Problem requirements: Where the records below reach the line containing "M20 271 25 270", start transcribing, and end with the line containing "M49 325 74 306 59 289V284", exactly and with nothing else added.
━━━━━━━━━━━━━━━━━━━━
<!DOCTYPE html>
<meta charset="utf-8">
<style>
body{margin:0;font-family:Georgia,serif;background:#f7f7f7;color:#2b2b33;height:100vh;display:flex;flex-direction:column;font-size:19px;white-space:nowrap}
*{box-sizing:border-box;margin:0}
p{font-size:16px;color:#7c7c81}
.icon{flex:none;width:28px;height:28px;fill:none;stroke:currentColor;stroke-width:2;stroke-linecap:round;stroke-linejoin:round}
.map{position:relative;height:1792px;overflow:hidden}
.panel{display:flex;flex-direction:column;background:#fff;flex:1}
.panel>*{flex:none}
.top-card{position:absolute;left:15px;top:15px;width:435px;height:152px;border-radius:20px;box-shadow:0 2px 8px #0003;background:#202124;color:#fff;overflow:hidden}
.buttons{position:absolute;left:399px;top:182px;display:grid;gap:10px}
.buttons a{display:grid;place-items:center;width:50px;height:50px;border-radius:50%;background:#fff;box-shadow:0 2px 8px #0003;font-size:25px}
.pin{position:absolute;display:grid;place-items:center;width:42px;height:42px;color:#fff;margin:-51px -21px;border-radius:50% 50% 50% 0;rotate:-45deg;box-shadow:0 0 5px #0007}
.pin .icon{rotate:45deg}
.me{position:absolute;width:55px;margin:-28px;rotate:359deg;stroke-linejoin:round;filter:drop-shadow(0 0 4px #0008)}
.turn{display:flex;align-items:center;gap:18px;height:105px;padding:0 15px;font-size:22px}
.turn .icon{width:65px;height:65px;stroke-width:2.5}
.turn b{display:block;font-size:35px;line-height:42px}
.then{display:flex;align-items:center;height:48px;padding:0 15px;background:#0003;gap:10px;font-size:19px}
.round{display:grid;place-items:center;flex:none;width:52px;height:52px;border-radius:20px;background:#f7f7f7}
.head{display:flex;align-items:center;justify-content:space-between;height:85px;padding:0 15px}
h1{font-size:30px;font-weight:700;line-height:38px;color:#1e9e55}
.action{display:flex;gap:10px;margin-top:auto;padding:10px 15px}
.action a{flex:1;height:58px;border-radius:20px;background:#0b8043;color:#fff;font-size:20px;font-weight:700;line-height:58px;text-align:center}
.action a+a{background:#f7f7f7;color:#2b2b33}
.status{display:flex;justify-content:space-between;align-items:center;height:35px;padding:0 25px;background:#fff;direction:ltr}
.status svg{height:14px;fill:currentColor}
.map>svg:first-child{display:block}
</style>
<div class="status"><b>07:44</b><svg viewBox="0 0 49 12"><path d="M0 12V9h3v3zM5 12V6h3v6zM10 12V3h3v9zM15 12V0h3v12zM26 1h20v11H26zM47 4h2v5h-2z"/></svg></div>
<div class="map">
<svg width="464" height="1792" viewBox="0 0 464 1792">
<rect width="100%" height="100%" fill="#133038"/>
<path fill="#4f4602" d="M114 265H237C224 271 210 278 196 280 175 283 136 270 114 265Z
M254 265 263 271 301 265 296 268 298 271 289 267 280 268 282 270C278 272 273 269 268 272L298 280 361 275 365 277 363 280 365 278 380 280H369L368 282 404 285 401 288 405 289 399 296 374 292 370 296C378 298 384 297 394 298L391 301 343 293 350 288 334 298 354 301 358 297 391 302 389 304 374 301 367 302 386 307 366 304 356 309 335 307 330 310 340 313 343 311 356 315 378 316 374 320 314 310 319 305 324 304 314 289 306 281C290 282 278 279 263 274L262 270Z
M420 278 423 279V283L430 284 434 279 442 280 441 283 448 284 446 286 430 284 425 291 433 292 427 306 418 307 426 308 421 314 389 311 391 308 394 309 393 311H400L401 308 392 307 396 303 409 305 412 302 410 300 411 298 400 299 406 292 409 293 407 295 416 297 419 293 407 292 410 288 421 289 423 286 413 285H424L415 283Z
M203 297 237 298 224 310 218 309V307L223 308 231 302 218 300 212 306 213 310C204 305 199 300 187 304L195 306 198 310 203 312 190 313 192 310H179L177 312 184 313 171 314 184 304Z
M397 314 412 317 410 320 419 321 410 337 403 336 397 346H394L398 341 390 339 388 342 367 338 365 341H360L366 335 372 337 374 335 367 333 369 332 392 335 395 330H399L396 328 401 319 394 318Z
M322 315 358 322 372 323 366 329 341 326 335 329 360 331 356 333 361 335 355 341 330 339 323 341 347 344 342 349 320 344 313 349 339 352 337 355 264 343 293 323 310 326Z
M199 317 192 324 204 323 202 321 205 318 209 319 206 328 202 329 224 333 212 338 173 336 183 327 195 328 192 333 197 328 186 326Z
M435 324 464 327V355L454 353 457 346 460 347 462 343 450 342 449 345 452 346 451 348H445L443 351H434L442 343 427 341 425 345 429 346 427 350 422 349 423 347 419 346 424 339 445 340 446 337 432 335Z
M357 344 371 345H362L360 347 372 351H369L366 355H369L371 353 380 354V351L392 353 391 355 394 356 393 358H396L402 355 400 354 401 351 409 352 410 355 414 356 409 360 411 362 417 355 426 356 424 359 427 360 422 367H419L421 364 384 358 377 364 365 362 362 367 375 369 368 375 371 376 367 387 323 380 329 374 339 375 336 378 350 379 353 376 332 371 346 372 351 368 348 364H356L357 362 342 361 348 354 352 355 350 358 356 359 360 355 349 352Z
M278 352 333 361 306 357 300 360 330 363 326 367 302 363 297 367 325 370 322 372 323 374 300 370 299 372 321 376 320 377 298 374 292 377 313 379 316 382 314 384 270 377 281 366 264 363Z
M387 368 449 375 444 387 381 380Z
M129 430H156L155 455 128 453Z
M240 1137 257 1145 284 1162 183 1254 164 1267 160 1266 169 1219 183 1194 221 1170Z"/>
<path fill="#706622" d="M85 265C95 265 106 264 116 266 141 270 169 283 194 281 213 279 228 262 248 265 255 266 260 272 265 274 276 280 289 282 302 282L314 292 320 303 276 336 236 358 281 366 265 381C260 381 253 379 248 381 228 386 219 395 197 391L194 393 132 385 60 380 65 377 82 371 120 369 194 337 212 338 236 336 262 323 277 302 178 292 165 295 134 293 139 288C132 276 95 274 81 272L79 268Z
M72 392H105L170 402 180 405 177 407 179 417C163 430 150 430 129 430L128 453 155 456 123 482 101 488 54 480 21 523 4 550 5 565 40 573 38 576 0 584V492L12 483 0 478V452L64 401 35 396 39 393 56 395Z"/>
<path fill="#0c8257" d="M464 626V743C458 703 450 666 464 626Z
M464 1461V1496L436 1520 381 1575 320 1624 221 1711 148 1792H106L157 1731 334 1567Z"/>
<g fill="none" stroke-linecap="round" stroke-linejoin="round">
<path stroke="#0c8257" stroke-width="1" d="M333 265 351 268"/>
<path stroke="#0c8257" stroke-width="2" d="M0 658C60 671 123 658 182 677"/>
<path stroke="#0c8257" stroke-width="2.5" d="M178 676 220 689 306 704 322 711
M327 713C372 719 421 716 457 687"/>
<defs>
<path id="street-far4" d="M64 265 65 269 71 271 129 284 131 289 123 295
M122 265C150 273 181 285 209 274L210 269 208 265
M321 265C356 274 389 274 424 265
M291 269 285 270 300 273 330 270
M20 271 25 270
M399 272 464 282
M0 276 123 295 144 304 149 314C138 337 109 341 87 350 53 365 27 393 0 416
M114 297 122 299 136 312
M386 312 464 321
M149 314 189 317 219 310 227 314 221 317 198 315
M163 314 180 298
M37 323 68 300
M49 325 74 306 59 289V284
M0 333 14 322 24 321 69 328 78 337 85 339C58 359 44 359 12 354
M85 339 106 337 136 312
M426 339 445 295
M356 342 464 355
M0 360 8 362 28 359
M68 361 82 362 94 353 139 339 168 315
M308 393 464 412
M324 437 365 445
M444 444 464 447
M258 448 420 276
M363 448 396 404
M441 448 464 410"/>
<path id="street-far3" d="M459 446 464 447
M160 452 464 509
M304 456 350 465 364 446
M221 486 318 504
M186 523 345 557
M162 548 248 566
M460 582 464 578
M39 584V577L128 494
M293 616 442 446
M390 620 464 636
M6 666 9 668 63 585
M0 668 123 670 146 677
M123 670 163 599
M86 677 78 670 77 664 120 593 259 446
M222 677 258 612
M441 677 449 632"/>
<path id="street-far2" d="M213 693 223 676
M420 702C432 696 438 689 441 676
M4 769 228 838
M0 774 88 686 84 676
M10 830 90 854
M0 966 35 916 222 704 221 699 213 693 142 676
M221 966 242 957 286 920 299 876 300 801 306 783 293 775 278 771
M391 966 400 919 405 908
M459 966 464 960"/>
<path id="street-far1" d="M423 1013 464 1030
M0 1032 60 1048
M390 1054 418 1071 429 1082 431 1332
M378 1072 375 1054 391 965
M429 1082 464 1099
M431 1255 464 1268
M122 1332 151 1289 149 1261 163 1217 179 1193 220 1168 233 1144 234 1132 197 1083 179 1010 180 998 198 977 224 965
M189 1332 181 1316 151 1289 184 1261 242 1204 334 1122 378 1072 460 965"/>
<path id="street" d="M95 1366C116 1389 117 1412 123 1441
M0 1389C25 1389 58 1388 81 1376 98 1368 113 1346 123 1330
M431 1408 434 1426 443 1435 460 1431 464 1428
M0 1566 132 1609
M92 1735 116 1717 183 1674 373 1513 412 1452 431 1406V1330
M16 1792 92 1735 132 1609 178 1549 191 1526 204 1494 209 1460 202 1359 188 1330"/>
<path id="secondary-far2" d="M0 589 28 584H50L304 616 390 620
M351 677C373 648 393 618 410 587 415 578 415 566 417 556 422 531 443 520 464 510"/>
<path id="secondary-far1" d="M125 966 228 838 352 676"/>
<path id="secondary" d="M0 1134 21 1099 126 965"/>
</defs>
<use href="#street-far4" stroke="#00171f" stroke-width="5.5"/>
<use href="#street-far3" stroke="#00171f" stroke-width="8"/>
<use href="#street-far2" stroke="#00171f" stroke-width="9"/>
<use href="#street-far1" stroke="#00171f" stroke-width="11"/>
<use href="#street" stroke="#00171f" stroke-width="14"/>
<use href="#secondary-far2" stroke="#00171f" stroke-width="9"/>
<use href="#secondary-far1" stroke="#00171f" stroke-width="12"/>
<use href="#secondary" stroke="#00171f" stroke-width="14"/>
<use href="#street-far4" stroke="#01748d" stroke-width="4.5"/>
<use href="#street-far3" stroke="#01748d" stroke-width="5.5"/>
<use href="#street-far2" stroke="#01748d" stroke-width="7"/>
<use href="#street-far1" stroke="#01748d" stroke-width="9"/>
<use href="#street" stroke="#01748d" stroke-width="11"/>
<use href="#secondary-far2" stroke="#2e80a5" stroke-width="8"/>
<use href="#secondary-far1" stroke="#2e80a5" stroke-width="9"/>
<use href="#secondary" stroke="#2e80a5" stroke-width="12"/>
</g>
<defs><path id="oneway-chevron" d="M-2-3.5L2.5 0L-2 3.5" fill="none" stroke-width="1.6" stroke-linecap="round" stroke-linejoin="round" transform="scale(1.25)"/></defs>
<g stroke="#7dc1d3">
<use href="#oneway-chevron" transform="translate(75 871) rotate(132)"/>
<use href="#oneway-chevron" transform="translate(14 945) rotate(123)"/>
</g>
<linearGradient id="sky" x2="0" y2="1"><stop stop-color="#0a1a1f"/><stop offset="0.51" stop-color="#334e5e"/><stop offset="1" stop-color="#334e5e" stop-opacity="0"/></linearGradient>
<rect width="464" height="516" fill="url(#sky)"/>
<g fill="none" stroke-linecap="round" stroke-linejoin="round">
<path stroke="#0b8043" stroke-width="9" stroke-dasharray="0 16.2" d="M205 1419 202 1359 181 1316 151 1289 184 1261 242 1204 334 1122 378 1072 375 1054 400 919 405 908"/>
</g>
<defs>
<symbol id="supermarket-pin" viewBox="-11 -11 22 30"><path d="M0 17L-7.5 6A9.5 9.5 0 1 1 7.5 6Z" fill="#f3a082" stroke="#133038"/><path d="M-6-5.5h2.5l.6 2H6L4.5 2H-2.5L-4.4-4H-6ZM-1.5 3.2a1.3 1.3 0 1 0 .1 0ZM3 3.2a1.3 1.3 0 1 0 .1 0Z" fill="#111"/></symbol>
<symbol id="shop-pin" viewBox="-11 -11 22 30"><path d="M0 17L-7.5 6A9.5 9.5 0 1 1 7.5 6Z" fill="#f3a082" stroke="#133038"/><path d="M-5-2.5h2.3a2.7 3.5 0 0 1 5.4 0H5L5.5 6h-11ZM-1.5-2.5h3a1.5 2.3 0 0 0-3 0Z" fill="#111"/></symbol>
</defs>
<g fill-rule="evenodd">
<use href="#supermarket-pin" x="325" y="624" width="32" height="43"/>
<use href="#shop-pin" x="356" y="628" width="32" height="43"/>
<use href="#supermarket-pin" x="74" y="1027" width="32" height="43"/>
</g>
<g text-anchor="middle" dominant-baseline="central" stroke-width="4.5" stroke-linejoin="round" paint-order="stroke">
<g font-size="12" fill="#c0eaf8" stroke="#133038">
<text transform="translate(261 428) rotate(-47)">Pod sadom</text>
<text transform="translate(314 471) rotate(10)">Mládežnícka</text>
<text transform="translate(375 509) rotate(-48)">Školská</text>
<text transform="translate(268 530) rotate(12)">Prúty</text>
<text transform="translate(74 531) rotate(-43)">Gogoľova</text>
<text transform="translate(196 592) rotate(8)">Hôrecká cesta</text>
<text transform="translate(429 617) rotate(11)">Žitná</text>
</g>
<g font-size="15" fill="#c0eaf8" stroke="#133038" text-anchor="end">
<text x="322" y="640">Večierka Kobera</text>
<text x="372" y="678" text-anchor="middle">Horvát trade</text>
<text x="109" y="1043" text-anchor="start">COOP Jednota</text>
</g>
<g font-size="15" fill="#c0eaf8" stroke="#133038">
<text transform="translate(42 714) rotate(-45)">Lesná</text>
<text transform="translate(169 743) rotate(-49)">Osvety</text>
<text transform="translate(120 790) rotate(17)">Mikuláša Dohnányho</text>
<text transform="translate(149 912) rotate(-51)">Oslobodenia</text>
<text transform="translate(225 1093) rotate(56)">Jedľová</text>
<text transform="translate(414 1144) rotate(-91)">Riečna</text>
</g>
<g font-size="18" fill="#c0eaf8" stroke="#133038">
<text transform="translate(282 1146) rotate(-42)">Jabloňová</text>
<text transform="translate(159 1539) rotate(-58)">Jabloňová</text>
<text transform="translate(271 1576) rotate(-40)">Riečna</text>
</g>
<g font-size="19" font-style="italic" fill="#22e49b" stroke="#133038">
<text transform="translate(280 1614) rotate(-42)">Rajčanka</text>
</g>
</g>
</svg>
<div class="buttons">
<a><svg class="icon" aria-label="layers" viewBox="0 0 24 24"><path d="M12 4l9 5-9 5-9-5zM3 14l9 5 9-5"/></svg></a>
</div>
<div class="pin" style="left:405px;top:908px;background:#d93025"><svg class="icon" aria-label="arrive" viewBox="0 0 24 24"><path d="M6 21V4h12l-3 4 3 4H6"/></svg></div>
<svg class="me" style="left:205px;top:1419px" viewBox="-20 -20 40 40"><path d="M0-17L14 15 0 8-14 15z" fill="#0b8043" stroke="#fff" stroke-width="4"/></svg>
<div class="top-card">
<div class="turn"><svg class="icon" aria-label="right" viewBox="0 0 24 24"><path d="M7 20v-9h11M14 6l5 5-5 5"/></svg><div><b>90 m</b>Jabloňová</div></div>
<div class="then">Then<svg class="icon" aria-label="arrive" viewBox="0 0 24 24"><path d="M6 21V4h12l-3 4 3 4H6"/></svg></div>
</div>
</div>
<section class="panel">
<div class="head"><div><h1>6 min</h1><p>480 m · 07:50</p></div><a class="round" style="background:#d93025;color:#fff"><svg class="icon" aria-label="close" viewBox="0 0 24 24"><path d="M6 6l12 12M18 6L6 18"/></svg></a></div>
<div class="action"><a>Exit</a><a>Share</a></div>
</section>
━━━━━━━━━━━━━━━━━━━━
Completed exercise:
M20 271 25 270
M399 272 464 282
M0 276 123 295 144 304 149 314C138 337 109 341 87 350 53 365 27 393 0 416
M114 297 122 299 136 312
M386 312 464 321
M149 314 189 317 219 310 227 314 221 317 198 315
M163 314 180 298
M37 323 68 300
M49 325 74 306 59 289V284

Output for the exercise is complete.